In its former incarnation, the House of the Rising Son was called the Old Road Inn. It had been named for the original street that ran past Grace Church: the Old Road. It was a classic roadhouse from when Canarsie was a farming community, replete with a bar, some rooms upstairs, and a reputation that grew long after its doors and windows were boarded up.

Over time, the boards rotted or were forcibly removed, allowing access to kids from the neighborhood. I remember the first time I entered the House through a broken basement window. I followed Billy Knudsen, the bravest member of the 93rd Street Gang. Searching the cellar with a flashlight, Billy came upon a mummified corpse, all black and in several arm- and leg- and head-sized pieces. We ran, escaping through the broken window with our lives, if not our honor, intact.

Some weeks later, after a few rounds of dare and double-dare, we went back to drag the mummy’s limbs into daylight. The arms and legs turned out to be old ductwork wrapped in black tape. The head was a cast iron pot. 

That was a few years after the Gang had tossed Dot to her fate, and while the prospect of never finding Dot in that overgrown lot terrified me, I was more startled by the reaction of my best friends. They laughed. That hurt. Later, after the other guys left, Judy jumped the fence and retrieved Dot. It’s hard to be friends with the cool kids and the nerdy runt of the gang at the same time. Judy walked that line with her usual grace and charm, and I’ll always love her for that.

My most memorable time with Judy and Kurt occurred about two years earlier, during Easter Week, and no stuffed animals were involved.

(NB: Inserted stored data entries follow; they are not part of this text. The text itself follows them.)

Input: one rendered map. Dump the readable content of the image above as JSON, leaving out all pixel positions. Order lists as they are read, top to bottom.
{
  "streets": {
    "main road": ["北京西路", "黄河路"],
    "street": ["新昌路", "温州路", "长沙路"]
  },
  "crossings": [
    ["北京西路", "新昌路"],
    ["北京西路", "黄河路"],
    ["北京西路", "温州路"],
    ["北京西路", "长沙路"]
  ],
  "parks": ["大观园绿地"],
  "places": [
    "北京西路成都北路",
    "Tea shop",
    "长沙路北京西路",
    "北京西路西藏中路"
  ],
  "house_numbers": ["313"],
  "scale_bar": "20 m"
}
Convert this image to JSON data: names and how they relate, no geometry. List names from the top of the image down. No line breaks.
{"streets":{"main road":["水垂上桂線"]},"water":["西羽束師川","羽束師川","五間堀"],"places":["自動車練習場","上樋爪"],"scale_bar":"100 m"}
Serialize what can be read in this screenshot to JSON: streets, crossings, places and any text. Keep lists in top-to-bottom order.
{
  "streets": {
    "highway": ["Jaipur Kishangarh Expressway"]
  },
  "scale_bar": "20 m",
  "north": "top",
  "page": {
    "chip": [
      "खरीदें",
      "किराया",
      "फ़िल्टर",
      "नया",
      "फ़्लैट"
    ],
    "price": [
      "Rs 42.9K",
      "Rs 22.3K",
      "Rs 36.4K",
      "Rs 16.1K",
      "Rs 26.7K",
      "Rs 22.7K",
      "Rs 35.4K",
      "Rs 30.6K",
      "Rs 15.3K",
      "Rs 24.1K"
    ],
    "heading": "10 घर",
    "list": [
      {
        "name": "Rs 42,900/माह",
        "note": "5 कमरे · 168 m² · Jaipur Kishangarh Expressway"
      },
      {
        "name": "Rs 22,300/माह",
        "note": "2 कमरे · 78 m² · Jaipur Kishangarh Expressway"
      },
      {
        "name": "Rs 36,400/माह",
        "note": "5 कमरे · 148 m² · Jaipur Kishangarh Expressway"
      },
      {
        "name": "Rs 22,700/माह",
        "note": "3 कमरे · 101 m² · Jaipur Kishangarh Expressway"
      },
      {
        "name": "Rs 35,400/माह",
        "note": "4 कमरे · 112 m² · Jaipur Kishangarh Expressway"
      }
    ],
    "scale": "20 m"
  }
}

In the 1960s, Spring Break was still called Easter Week in the New York City school system. Jewish kids still got off for part of Passover. Catholic kids got Good Friday off. Protestant kids got squat. Our only holiday was Brooklyn Day, in June, when Protestant churches like Grace held their annual Sunday school picnic. They say the decline in Sunday school attendance started in the 1960s. I know the date, well, not the specific year, but it began when Grace Church rented only two buses rather than three to take everyone to Belmont Lake State Park on the Island for the Sunday school picnic. Sunday school never recovered.

The best week ever, Easter Break 1962, began on a Monday, April 23rd. Easter came late that year, so the weather was true spring, late spring even. And the sun shone every day. 

In those days, one of the New York TV channels showed movies on weekday afternoons, the same movie every day for a week. If you missed part of it on Monday, you could watch it again on Tuesday or Wednesday. That week, the movie was a 1944 Abbott and Costello film called In Society, which also starred Marion Hutton (Betty Hutton’s sister) as Elsie Hammerdingle, a cab driver. She was adorable. As funny as the movie was, I think the best part was that name: Elsie Hammerdingle, a classic comedy moniker.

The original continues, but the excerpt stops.